General information

Resources for Healthcare Entities Participating in the Great California ShakeOut Drill

The Great California ShakeOut drill will be held Oct. 17 at 10:17 a.m. to help Californians prepare for the next big earthquake. In addition to hospitals, many other health care entities such as clinics, long term care facilities and more participate in this annual event. Their participation varies from promoting staff and family preparedness to full-scale exercises.

California is earthquake country and it is important for every individual, family and business to plan accordingly.

The Earthquake Country Alliance Healthcare Planning Committee has collected over 75 healthcare-specific resources to assist hospitals and other healthcare partners in planning for this event.
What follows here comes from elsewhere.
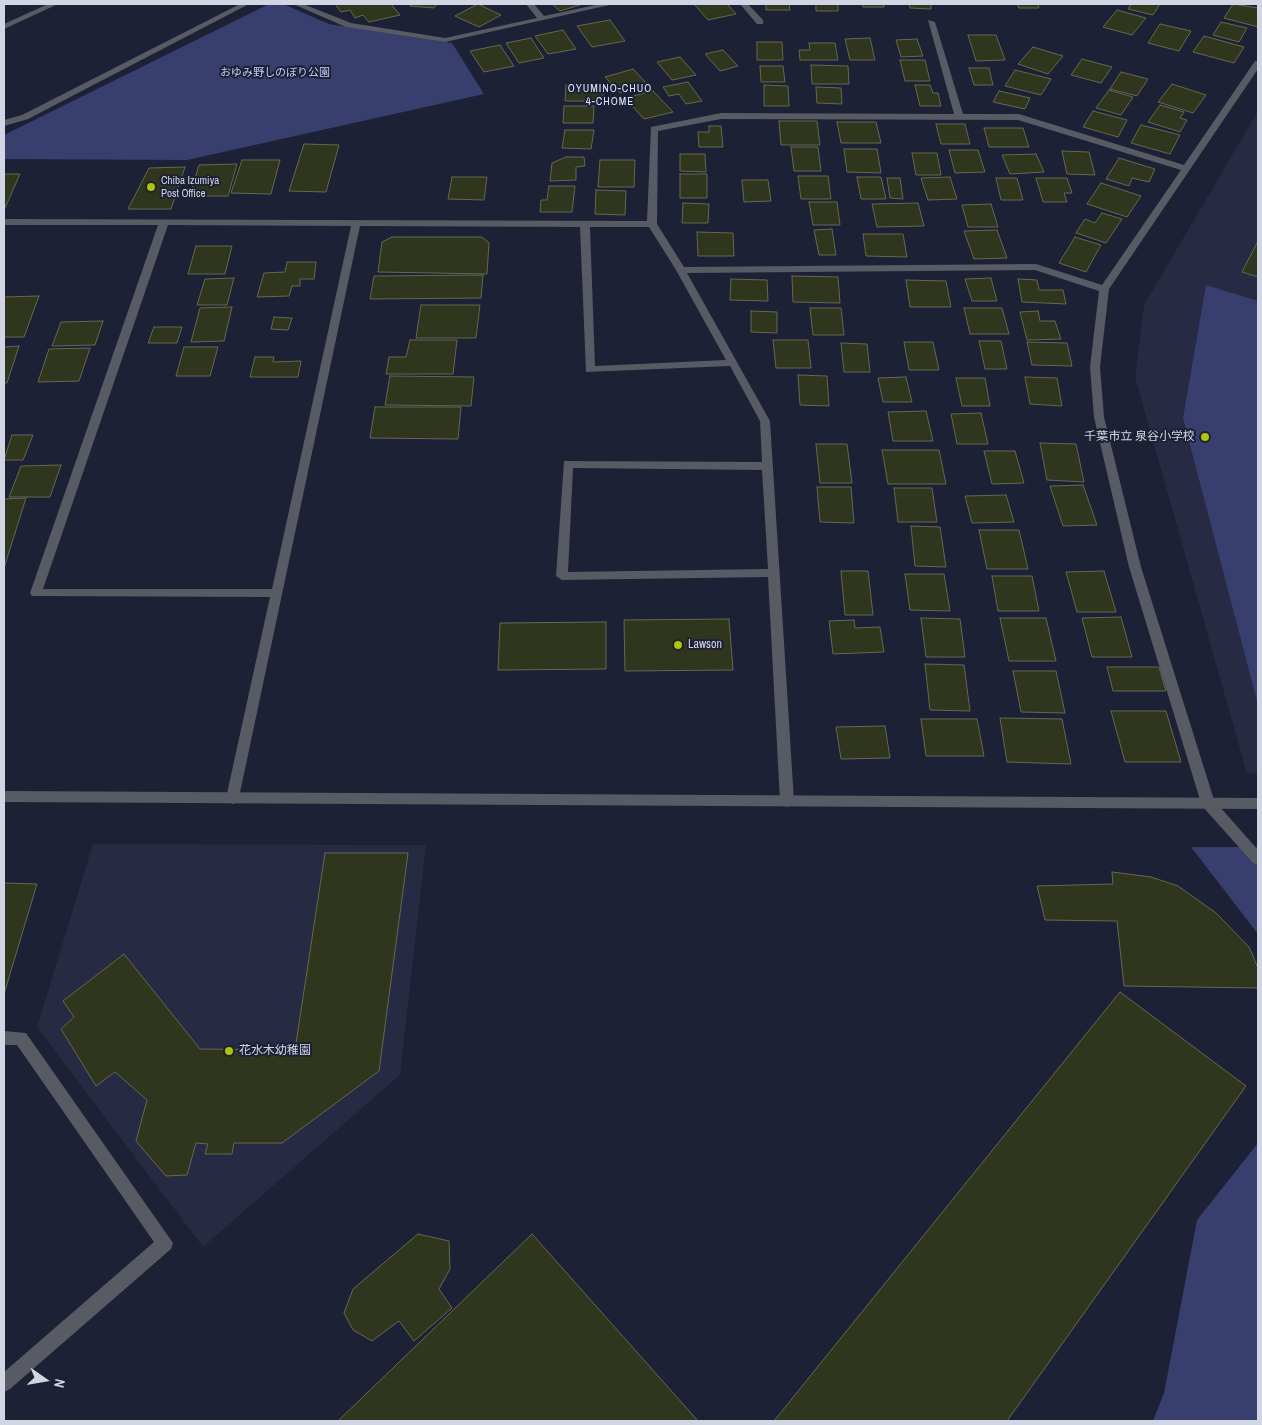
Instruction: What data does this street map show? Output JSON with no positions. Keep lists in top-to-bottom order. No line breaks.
{"districts":["OYUMINO-CHUO 4-CHOME"],"parks":["おゆみ野しのぼり公園"],"places":["Chiba Izumiya Post Office","千葉市立 泉谷小学校","Lawson","花水木幼稚園"],"north":"right"}
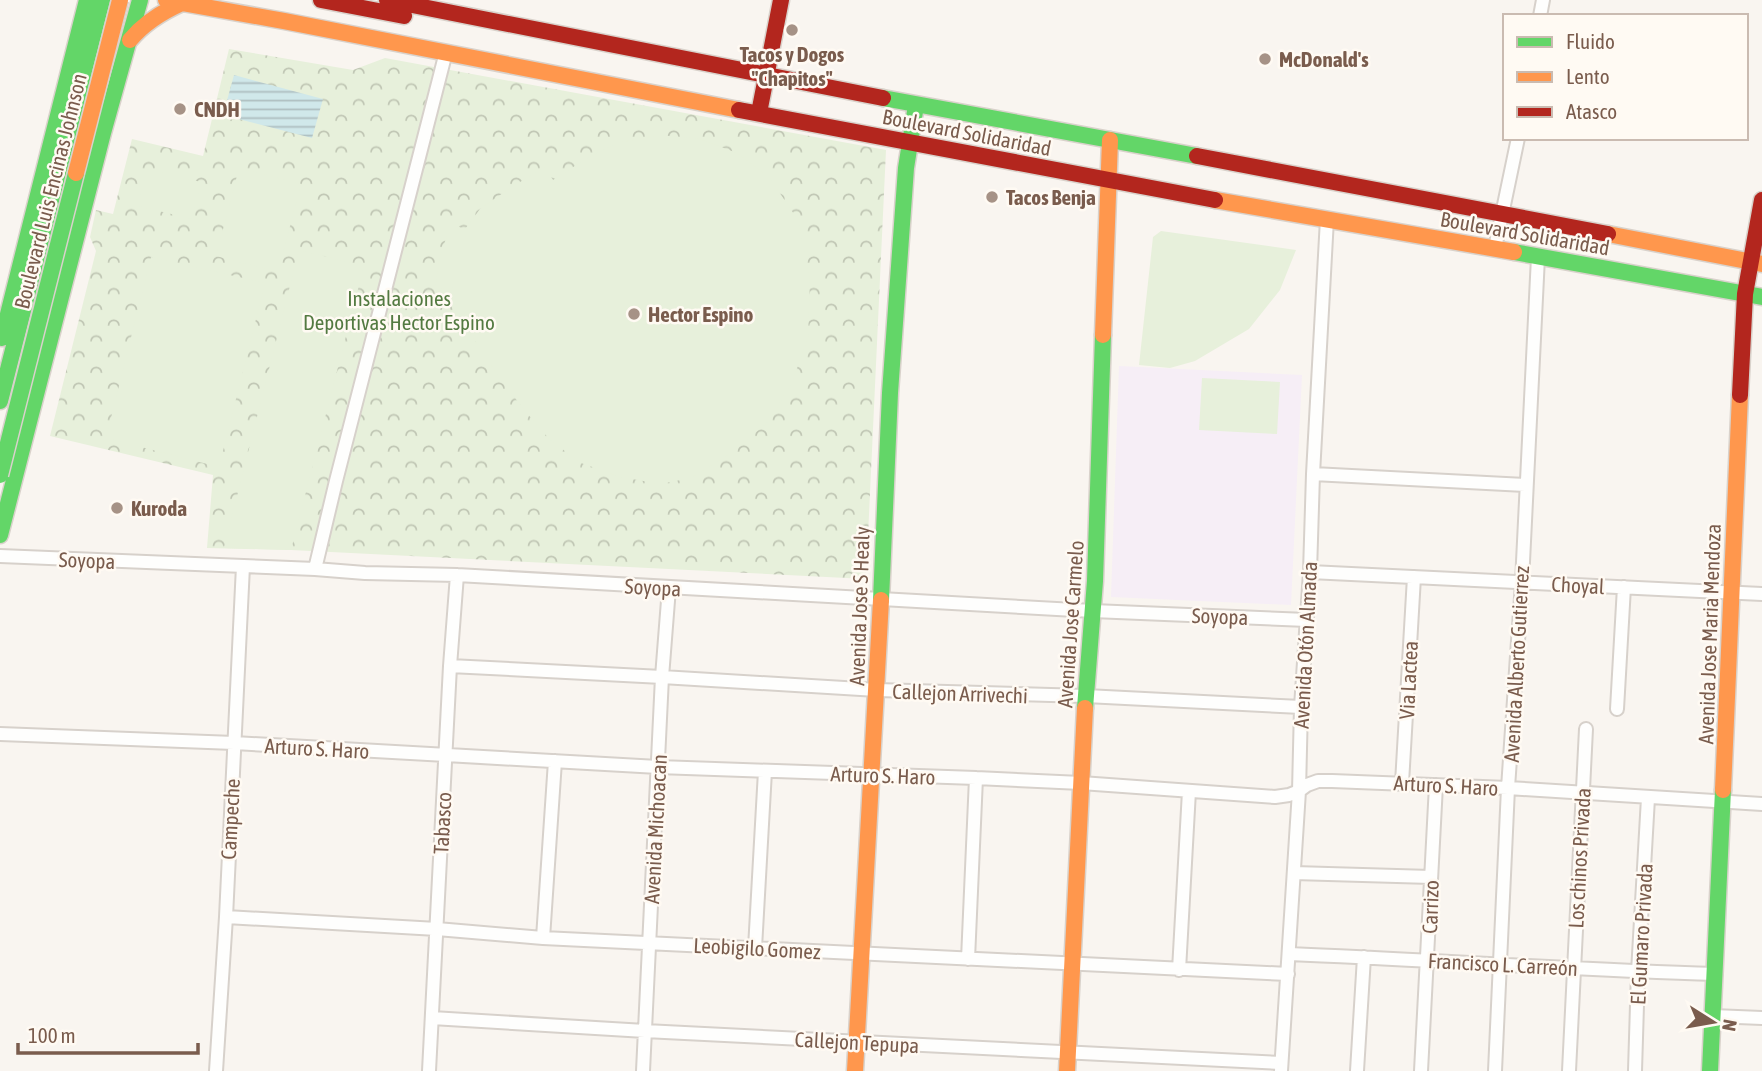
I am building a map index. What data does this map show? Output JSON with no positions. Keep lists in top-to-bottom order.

The committee thanks the following organizations and agencies who have contributed to this effort:

• Alameda County Medical Center 
• UCLA Health System
• California Primary Care Association
• Community Clinic Association of Los Angeles
• UCSF Medical Center
• Kaiser
• Office of Statewide Health Planning & Development (OSHPD)
• Federal Emergency Management Agency (FEMA)

Become an active part of this great experience. Register your facility and begin planning for the Great California ShakeOut drill at  www.shakeout.org/california/healthcare.

Mitigation Resources

  • FEMA 74 Reducing the Risks of Nonstructural Earthquake Damage – A Practical Guide

FEMA 74 explains the sources of earthquake damage that can occur in nonstructural components and provides information on effective methods for reducing risk associated with nonstructural earthquake damage. It is intended for use by a non-engineer audience that includes building owners, facility managers, maintenance personnel, store or office managers, corporate or agency department heads, and homeowners. Furthermore, the guide contains seventy-two examples, complete with photos of actual damage and details illustrating correct mitigation measures.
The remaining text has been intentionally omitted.